About this task
Go to the line containing "Build a gazetteer for the" in the records below and retype from there through the final line, exactly.
....................
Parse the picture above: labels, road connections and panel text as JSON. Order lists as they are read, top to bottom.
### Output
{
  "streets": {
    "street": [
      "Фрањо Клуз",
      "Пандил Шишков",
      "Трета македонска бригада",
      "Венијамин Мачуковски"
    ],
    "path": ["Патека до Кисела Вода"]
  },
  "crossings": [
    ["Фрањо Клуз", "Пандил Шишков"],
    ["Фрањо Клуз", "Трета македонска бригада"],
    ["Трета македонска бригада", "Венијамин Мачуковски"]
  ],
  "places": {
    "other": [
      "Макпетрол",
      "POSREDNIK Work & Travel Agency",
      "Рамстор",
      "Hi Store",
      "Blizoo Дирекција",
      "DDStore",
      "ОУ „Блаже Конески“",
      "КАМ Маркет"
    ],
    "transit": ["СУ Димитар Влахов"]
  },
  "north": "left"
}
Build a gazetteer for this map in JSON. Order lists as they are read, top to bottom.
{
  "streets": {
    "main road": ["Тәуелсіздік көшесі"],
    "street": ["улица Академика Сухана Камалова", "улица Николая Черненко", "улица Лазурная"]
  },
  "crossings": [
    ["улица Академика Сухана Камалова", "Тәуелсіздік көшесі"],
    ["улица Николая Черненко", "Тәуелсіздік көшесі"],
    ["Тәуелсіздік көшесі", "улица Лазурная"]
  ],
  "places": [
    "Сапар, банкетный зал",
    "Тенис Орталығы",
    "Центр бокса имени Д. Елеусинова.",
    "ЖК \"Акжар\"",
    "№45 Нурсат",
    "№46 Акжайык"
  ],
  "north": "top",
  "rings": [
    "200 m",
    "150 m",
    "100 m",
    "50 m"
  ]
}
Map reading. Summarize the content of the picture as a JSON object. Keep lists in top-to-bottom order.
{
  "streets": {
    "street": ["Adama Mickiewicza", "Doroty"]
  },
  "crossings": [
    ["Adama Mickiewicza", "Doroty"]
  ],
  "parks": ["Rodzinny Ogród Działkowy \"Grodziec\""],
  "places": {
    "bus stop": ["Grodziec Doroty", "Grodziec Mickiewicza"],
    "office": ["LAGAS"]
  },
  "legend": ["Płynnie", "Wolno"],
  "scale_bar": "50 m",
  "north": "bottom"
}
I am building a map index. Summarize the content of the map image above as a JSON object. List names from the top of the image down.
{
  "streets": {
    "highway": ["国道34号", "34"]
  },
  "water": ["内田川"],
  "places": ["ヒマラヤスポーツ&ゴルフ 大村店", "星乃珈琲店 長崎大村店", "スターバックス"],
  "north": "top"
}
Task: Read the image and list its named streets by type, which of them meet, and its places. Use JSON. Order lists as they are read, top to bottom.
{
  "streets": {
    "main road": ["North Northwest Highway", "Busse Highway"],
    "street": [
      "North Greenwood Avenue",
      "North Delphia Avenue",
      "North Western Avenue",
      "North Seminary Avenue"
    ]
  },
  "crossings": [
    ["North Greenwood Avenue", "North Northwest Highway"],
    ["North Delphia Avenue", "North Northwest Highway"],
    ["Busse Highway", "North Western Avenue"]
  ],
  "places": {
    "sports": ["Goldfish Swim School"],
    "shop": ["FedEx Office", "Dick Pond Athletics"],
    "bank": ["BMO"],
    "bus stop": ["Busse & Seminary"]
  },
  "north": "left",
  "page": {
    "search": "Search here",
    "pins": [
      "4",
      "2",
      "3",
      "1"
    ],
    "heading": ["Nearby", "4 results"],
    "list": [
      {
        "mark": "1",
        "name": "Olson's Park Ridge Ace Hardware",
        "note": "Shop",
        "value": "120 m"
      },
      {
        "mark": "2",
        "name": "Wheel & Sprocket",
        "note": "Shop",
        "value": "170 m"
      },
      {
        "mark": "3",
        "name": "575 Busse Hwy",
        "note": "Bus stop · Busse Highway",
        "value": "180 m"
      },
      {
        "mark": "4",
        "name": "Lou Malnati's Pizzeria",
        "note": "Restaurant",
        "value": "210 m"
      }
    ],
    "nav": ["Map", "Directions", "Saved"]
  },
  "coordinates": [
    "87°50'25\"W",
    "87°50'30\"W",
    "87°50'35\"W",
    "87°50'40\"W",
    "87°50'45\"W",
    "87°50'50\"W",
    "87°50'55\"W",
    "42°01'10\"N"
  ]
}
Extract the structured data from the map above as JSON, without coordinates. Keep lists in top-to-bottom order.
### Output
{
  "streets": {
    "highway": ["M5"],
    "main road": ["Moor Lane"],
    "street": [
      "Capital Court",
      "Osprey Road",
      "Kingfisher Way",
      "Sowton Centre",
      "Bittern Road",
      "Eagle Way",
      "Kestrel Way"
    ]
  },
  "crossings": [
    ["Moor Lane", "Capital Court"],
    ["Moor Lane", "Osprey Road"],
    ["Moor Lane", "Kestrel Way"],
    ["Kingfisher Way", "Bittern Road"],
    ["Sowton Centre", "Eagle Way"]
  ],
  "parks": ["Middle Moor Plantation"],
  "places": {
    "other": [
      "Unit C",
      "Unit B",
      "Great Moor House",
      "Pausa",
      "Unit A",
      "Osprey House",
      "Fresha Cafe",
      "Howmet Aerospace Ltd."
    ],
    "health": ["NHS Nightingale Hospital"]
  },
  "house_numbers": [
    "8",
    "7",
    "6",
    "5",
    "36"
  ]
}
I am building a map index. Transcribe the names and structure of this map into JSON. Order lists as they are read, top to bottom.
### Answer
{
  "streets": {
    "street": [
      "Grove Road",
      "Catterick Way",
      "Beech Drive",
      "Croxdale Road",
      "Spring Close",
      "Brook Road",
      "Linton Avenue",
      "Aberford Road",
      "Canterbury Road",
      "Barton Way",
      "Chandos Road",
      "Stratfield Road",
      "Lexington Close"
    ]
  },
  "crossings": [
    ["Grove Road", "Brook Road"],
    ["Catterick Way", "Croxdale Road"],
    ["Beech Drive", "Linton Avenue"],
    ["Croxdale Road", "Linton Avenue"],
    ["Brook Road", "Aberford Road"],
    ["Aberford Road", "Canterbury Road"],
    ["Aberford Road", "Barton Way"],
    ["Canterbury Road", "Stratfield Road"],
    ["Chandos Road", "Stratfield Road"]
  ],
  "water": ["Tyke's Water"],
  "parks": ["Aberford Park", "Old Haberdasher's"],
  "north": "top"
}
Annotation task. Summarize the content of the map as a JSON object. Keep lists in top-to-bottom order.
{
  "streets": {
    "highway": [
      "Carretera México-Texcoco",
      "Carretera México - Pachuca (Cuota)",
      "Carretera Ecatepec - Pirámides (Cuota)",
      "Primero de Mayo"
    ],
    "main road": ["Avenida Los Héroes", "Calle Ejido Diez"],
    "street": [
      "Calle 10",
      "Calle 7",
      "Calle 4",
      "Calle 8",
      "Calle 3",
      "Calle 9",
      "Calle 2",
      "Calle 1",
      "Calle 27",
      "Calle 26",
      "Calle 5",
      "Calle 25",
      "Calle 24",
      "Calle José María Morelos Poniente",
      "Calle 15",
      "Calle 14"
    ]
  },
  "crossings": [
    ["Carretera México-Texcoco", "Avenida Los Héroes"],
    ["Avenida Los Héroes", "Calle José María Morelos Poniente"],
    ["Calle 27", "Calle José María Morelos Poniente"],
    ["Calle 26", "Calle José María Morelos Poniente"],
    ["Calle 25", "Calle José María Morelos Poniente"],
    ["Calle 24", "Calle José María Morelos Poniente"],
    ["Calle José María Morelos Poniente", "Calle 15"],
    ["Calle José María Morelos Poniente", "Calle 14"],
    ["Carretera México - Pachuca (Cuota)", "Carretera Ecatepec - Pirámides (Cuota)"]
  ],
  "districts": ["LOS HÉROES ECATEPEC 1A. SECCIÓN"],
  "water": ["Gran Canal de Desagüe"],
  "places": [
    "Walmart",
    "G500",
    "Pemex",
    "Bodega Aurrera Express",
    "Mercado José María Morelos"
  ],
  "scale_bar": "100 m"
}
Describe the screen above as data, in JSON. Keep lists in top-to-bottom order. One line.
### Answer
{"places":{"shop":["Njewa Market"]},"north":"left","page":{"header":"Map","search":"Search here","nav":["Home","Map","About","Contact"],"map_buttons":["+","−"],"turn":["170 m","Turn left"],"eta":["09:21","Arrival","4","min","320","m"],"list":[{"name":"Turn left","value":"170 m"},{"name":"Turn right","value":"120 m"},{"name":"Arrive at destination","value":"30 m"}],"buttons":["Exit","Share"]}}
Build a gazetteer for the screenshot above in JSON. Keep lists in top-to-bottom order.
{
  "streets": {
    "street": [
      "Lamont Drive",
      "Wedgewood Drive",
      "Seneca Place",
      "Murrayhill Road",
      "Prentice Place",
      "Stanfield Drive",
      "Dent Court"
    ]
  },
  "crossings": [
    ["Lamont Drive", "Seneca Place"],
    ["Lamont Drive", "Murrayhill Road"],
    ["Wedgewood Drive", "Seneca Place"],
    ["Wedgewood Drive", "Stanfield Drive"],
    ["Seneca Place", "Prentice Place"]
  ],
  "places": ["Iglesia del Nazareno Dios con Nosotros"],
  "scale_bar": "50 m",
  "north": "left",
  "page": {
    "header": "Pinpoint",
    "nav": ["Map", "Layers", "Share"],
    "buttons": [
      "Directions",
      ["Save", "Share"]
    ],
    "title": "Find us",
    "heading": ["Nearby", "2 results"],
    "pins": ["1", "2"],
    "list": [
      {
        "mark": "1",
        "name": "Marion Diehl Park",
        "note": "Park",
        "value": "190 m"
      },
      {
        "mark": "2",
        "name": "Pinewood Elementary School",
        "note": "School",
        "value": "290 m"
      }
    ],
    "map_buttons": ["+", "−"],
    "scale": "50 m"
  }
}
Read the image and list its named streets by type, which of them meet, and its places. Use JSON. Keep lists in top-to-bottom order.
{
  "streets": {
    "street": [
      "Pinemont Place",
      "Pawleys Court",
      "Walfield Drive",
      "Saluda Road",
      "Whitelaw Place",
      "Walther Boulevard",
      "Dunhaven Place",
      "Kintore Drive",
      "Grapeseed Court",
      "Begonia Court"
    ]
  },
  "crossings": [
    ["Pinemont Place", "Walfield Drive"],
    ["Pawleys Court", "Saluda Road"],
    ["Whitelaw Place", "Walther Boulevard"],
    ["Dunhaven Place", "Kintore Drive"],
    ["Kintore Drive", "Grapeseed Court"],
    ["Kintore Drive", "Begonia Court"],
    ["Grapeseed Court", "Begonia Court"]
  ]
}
....................
Solution for this task
Build a gazetteer for the screenshot above in JSON. Keep lists in top-to-bottom order.
{
  "streets": {
    "street": [
      "Lamont Drive",
      "Wedgewood Drive",
      "Seneca Place",
      "Murrayhill Road",
      "Prentice Place",
      "Stanfield Drive",
      "Dent Court"
    ]
  },
  "crossings": [
    ["Lamont Drive", "Seneca Place"],
    ["Lamont Drive", "Murrayhill Road"],
    ["Wedgewood Drive", "Seneca Place"],
    ["Wedgewood Drive", "Stanfield Drive"],
    ["Seneca Place", "Prentice Place"]
  ],
  "places": ["Iglesia del Nazareno Dios con Nosotros"],
  "scale_bar": "50 m",
  "north": "left",
  "page": {
    "header": "Pinpoint",
    "nav": ["Map", "Layers", "Share"],
    "buttons": [
      "Directions",
      ["Save", "Share"]
    ],
    "title": "Find us",
    "heading": ["Nearby", "2 results"],
    "pins": ["1", "2"],
    "list": [
      {
        "mark": "1",
        "name": "Marion Diehl Park",
        "note": "Park",
        "value": "190 m"
      },
      {
        "mark": "2",
        "name": "Pinewood Elementary School",
        "note": "School",
        "value": "290 m"
      }
    ],
    "map_buttons": ["+", "−"],
    "scale": "50 m"
  }
}
Read the image and list its named streets by type, which of them meet, and its places. Use JSON. Keep lists in top-to-bottom order.
{
  "streets": {
    "street": [
      "Pinemont Place",
      "Pawleys Court",
      "Walfield Drive",
      "Saluda Road",
      "Whitelaw Place",
      "Walther Boulevard",
      "Dunhaven Place",
      "Kintore Drive",
      "Grapeseed Court",
      "Begonia Court"
    ]
  },
  "crossings": [
    ["Pinemont Place", "Walfield Drive"],
    ["Pawleys Court", "Saluda Road"],
    ["Whitelaw Place", "Walther Boulevard"],
    ["Dunhaven Place", "Kintore Drive"],
    ["Kintore Drive", "Grapeseed Court"],
    ["Kintore Drive", "Begonia Court"],
    ["Grapeseed Court", "Begonia Court"]
  ]
}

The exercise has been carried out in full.